(Saved entries)
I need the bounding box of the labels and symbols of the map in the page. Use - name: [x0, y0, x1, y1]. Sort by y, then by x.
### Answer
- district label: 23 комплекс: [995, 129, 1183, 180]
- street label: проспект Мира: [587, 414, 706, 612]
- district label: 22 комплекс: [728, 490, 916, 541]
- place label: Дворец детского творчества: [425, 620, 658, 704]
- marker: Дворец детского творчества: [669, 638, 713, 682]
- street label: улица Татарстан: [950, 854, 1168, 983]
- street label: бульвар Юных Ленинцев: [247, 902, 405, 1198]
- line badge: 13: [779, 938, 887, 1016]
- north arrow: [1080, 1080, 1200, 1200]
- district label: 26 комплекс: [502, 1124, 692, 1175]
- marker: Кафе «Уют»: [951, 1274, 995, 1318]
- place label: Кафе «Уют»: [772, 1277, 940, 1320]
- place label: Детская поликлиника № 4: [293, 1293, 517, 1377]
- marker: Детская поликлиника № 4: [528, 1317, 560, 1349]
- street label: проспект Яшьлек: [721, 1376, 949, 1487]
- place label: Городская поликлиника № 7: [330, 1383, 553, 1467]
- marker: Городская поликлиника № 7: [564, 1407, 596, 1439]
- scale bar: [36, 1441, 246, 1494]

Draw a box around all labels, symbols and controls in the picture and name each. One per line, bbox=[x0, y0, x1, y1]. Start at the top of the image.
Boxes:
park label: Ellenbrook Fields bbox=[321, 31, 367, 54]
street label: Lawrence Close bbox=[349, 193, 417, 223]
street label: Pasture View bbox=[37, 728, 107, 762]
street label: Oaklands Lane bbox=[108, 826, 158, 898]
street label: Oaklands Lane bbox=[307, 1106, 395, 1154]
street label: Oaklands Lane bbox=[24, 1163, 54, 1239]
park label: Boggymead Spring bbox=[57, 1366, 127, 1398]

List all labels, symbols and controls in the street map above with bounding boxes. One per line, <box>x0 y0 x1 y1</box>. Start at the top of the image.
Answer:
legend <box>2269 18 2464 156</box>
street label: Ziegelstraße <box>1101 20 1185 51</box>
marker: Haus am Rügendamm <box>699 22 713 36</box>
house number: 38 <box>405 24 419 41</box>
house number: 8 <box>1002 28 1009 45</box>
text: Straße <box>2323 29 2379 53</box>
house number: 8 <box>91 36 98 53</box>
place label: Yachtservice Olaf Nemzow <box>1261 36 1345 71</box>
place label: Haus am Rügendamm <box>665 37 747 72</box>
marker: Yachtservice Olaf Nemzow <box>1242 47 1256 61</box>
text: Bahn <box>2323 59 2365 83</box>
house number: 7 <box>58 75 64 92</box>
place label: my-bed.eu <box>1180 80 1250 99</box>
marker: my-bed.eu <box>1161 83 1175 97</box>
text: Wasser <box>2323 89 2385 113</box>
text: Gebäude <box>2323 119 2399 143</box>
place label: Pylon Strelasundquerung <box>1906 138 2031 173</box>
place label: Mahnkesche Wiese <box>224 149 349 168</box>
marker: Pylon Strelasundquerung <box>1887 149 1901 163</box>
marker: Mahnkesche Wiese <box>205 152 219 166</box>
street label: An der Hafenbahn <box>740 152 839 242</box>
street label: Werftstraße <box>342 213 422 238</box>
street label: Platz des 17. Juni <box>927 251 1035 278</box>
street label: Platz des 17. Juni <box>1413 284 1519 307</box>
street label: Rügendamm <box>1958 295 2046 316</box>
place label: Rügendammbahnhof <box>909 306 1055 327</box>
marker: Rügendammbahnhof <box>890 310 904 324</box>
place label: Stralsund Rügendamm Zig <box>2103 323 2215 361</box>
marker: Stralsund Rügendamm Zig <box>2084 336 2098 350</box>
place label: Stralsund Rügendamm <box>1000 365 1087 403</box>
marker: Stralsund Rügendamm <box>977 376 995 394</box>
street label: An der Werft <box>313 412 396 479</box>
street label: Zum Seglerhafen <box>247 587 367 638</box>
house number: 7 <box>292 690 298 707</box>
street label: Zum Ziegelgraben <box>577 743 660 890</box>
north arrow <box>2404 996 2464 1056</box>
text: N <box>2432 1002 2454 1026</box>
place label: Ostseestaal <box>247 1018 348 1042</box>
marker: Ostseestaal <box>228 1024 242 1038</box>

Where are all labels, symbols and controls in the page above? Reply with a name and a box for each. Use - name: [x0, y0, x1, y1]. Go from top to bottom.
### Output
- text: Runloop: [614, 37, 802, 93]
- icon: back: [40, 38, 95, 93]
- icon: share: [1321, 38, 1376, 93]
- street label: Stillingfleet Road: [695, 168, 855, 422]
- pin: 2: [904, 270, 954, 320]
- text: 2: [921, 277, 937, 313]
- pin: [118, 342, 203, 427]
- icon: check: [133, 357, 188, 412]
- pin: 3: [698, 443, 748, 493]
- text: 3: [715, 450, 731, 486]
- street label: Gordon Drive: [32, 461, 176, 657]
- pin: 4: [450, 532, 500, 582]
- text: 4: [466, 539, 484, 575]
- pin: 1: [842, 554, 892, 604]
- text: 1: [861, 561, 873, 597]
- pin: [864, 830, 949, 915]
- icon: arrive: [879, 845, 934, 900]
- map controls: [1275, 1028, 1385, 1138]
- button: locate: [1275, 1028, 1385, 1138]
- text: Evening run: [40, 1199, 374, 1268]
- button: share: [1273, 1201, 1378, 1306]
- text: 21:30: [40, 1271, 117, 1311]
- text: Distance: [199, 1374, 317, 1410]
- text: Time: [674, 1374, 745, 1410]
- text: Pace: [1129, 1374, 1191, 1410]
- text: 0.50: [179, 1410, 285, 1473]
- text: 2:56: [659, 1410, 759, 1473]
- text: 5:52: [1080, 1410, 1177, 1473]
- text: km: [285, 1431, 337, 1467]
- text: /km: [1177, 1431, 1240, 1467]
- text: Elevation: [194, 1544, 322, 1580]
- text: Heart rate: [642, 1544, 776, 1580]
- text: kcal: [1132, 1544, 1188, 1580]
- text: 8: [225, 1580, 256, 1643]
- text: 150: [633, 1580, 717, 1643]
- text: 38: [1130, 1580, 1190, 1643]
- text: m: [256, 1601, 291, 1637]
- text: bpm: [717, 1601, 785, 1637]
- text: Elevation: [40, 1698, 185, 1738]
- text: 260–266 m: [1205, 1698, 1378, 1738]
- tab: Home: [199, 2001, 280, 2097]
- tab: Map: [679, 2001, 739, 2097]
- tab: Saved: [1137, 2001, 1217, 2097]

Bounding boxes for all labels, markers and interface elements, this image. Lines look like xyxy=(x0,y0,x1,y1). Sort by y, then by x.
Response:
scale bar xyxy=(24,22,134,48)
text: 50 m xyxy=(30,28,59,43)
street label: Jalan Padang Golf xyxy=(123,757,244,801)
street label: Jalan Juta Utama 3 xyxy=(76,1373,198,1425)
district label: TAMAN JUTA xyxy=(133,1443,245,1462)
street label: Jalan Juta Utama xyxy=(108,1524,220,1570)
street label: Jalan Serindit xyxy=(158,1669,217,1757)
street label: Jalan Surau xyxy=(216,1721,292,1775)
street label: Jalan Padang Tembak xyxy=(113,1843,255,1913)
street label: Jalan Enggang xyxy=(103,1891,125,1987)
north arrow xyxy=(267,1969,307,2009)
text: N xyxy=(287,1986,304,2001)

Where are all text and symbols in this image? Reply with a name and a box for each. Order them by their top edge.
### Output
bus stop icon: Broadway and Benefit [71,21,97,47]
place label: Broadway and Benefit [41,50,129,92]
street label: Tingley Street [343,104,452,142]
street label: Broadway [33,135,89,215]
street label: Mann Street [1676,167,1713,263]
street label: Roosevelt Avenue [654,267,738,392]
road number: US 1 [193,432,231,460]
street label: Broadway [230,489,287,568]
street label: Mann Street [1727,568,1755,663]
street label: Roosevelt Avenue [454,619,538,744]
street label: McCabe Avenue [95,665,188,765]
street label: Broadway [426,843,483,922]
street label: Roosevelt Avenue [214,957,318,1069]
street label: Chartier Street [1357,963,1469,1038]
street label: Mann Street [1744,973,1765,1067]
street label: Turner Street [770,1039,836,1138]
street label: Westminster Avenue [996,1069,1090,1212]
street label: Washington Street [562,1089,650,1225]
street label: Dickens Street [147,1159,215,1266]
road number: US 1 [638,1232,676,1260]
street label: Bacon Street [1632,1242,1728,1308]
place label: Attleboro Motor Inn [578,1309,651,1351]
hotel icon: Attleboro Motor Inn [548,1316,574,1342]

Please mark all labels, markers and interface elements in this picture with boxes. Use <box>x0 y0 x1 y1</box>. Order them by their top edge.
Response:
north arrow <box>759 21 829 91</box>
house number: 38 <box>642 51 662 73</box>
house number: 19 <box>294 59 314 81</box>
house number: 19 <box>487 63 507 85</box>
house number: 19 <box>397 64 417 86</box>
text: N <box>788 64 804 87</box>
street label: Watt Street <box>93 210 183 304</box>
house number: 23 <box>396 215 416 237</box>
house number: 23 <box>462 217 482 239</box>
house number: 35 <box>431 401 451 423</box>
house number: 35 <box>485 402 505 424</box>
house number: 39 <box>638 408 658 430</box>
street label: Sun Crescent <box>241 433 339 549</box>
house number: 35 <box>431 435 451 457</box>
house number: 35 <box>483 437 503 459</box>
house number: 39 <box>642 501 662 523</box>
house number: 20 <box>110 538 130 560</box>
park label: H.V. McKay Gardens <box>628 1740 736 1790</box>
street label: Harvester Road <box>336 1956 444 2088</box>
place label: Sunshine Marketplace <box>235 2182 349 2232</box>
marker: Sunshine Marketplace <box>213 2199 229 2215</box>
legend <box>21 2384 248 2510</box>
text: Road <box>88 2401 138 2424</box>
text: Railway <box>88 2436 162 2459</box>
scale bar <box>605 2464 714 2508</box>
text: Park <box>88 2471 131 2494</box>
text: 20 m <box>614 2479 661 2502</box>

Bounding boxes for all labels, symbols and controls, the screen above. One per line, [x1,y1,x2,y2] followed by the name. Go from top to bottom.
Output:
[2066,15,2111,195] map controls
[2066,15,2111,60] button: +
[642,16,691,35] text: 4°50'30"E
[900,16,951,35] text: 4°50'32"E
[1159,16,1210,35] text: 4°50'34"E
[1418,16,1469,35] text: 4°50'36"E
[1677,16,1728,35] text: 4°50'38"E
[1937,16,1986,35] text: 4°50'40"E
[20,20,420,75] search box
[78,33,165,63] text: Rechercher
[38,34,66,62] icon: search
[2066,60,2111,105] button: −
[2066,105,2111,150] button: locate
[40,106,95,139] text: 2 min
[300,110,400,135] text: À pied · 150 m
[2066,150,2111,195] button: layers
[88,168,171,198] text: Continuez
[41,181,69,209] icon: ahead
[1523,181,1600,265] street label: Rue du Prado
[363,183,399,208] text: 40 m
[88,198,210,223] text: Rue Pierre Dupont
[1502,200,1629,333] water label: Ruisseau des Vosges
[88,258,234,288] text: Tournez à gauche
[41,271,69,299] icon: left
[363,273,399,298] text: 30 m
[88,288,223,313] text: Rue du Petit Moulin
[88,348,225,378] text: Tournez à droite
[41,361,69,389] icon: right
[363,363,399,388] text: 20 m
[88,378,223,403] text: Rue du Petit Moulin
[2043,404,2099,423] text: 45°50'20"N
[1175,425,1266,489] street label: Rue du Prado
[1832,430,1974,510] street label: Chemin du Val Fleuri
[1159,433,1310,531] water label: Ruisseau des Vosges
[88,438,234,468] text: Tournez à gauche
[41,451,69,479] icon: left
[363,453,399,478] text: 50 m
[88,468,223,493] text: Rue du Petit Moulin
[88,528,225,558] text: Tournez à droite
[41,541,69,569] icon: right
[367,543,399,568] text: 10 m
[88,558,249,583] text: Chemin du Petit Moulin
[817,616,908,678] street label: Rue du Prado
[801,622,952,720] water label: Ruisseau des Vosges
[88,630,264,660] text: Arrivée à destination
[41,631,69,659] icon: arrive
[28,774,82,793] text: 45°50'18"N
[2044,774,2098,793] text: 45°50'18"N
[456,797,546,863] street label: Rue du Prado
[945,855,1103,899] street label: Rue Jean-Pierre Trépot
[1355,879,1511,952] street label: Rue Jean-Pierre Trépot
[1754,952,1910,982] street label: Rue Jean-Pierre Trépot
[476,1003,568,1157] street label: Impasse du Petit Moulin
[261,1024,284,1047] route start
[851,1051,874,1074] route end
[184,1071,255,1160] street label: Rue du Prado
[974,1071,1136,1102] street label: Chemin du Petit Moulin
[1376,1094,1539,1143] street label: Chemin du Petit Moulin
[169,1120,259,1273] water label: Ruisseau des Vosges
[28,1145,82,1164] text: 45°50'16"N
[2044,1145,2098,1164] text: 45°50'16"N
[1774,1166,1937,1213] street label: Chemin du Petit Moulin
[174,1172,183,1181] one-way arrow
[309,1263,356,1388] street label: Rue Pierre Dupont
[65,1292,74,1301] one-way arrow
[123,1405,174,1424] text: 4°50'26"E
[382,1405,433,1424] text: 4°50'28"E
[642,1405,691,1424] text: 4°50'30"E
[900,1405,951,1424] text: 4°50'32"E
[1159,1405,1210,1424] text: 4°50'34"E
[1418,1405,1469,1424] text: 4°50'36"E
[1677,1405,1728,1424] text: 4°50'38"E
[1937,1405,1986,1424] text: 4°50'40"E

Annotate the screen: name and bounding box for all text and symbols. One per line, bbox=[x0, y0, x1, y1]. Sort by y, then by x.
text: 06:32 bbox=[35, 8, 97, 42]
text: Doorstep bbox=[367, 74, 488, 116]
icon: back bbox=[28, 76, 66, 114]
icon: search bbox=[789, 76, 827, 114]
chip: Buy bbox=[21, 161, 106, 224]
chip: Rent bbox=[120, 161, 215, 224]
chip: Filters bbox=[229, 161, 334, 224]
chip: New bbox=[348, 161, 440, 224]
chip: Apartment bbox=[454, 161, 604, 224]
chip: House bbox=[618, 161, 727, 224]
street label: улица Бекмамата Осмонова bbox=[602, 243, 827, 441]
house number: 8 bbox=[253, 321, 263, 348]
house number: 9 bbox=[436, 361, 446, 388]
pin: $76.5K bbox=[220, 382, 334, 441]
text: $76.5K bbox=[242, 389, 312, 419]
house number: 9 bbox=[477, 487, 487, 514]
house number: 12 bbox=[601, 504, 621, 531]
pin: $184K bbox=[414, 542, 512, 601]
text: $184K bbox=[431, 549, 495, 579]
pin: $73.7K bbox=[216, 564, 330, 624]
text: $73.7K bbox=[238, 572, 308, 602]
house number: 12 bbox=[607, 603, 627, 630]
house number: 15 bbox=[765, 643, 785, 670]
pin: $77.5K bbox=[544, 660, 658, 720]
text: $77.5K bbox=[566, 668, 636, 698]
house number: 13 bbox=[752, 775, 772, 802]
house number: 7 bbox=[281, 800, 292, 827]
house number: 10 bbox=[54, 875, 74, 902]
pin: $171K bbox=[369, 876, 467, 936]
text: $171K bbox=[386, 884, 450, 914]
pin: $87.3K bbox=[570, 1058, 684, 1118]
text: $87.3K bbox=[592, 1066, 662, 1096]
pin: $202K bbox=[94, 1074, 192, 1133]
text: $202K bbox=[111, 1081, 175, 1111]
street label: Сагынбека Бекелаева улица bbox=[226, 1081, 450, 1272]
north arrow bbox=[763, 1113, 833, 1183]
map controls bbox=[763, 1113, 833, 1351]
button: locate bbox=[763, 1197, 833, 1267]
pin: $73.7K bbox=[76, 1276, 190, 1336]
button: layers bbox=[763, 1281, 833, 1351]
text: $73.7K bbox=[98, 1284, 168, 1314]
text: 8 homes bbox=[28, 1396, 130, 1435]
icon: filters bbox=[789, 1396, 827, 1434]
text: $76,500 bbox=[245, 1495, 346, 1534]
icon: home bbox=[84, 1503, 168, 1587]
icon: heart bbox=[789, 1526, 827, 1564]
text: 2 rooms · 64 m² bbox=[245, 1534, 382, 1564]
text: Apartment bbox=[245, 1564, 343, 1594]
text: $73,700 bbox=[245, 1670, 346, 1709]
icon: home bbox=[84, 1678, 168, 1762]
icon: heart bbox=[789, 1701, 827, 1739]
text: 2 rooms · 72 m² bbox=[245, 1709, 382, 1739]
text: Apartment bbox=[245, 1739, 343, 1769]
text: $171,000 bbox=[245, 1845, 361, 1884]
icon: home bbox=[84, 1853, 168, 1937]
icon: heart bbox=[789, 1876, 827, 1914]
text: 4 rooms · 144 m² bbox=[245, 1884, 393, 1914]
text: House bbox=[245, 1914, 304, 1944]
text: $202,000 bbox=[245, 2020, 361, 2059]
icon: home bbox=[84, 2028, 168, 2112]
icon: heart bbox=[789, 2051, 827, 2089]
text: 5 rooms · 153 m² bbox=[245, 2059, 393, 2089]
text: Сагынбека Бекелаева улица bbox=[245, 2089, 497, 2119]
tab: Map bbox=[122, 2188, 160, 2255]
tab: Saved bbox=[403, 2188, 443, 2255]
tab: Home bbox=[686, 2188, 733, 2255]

▶ Exercise objective:
Show the lines above that have the word "markers".

▶ Solution for this task:
Bounding boxes for all labels, markers and interface elements, this image. Lines look like xyxy=(x0,y0,x1,y1). Sort by y, then by x.
Please mark all labels, markers and interface elements in this picture with boxes. Use <box>x0 y0 x1 y1</box>. Order them by their top edge.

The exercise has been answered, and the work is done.